Poetry News

Sholeh Wolpé on Translation as Re-Creation

Originally Published: October 11, 2017

 talks to Iranian-American poet and translator Sholeh Wolpé about translating The Conference of the Birds (W. W. Norton, 2017), a major work from the 12th-century Sufi poet and theoretician Farīd Ud-Dīn Atta (Attar of Nishapur). "The Conference of the Birds has fascinated writers from Rumi to Borges, and Wolpé’s translation strives to make Attar’s unorthodox and mystical vision accessible to contemporary Western readers," writes McCombs. "In her Los Angeles home, she took me through a shaded courtyard to her study, where stacks of musty scholarship on Attar still crowded the desk, and showed me the original poem: an unbroken block of calligraphic Persian." 

Guernica has the full conversation.
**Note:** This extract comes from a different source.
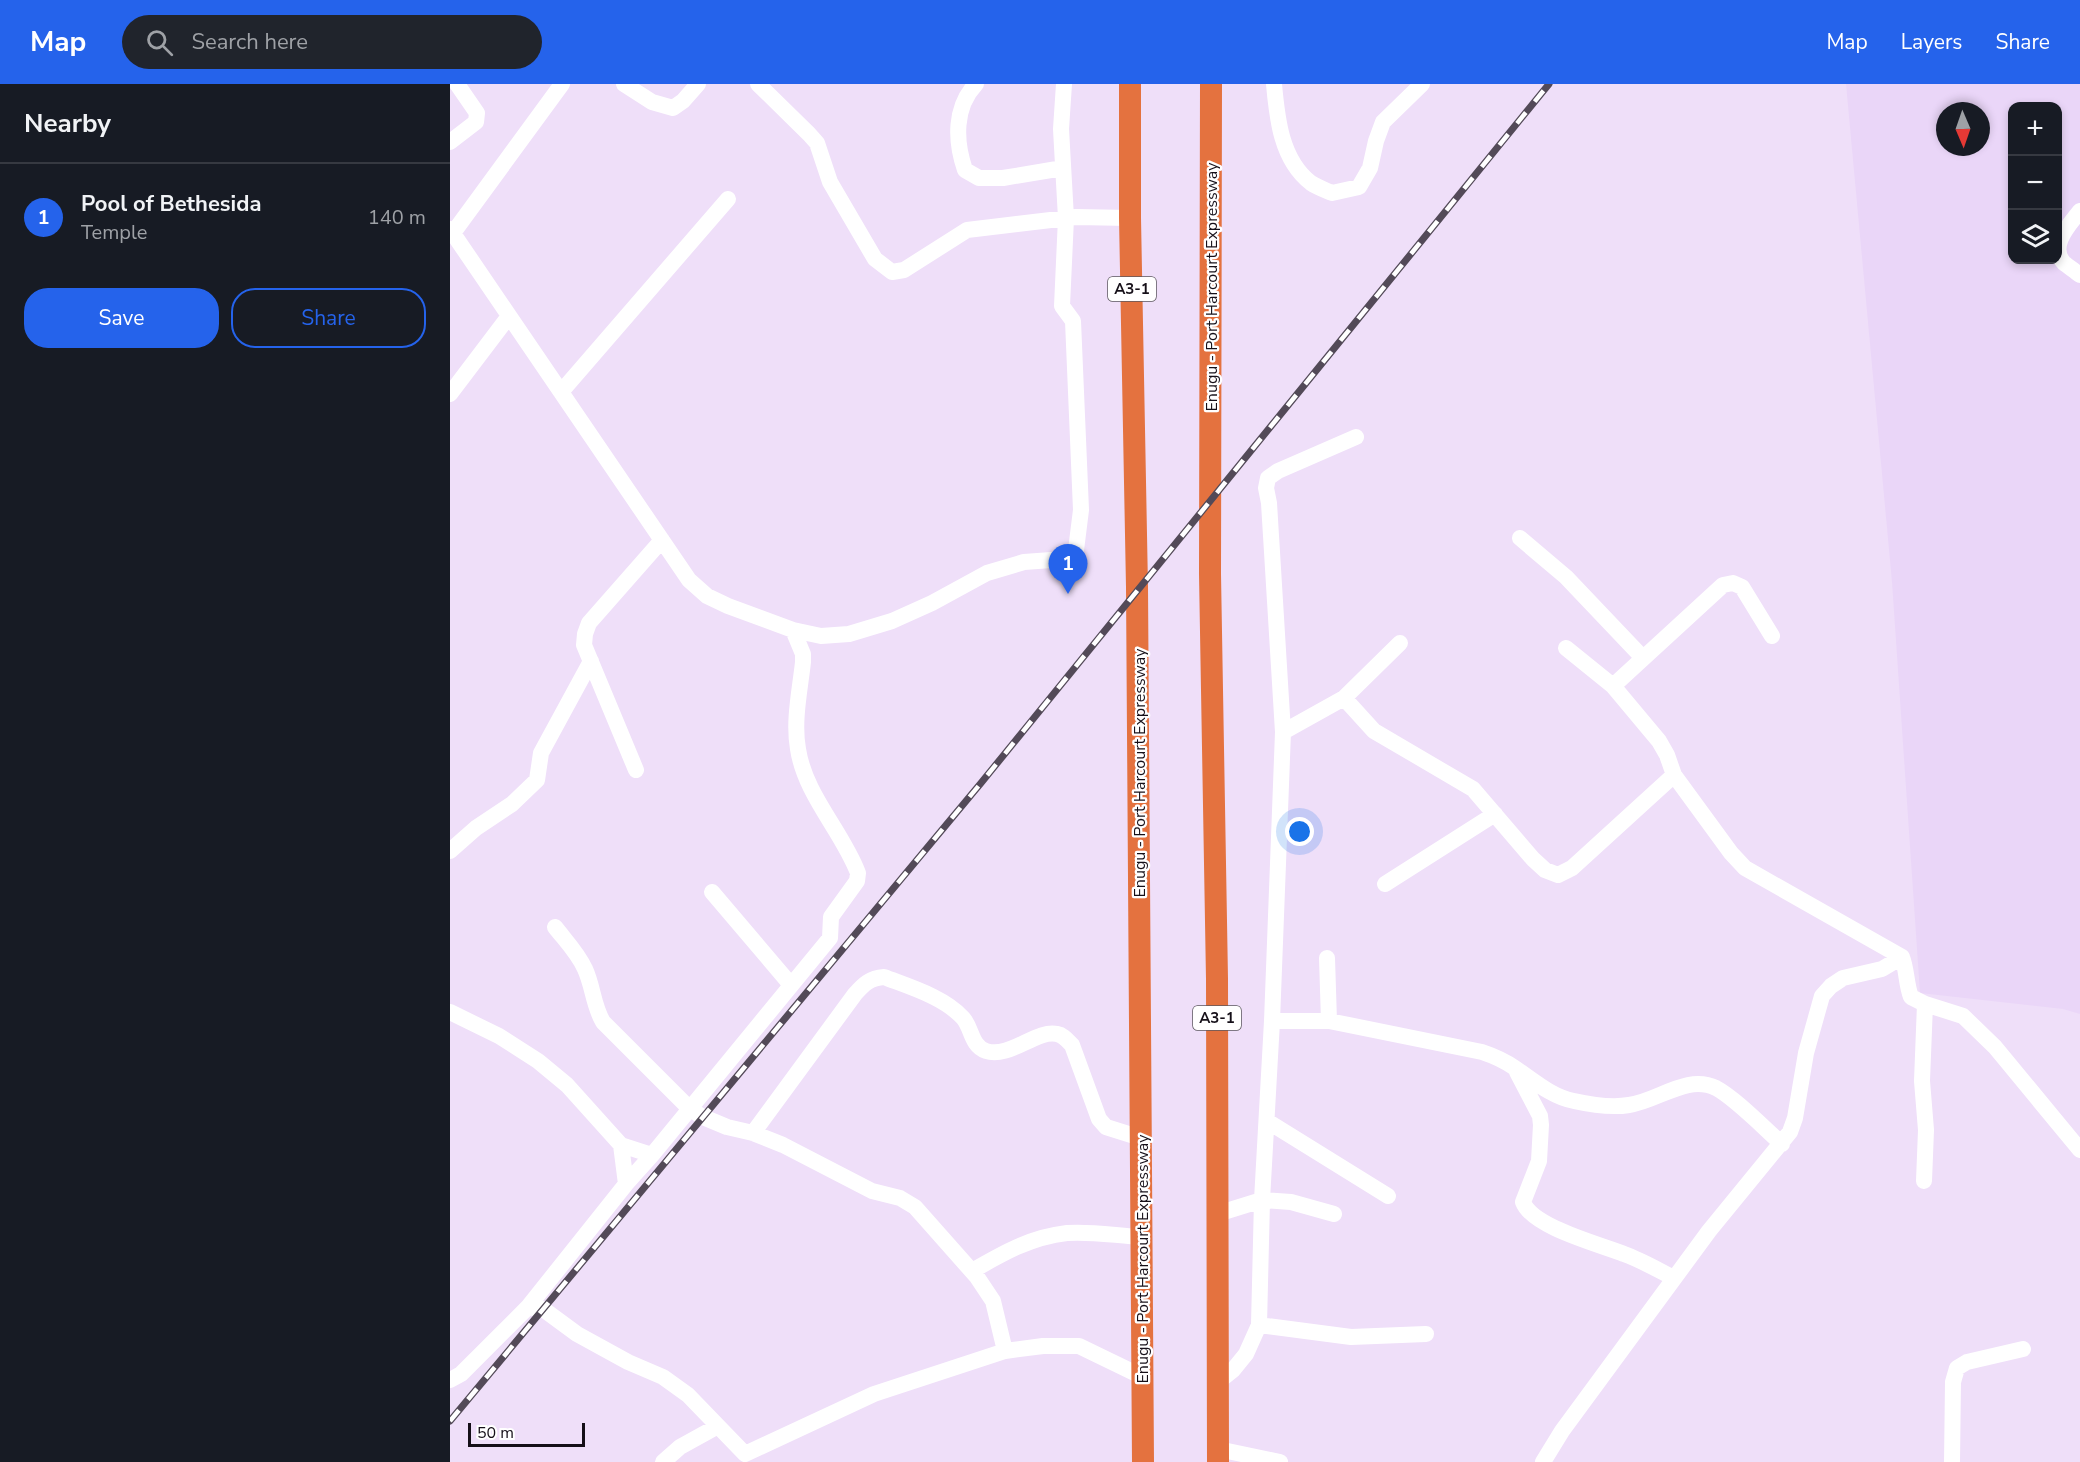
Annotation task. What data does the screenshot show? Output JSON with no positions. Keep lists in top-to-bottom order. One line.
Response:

An excerpt:

Guernica: There have been other English translations of Conference; the last one was the 1984 co-translation by Dick Davis and Afkham Darbandi. But you’re the first Iranian-born poet and woman to translate Conference alone. How do you think your perspective has influenced your translation choices? You talked about the lack of gendered pronouns in Persian, for example. What were other choices you made differently from previous translations?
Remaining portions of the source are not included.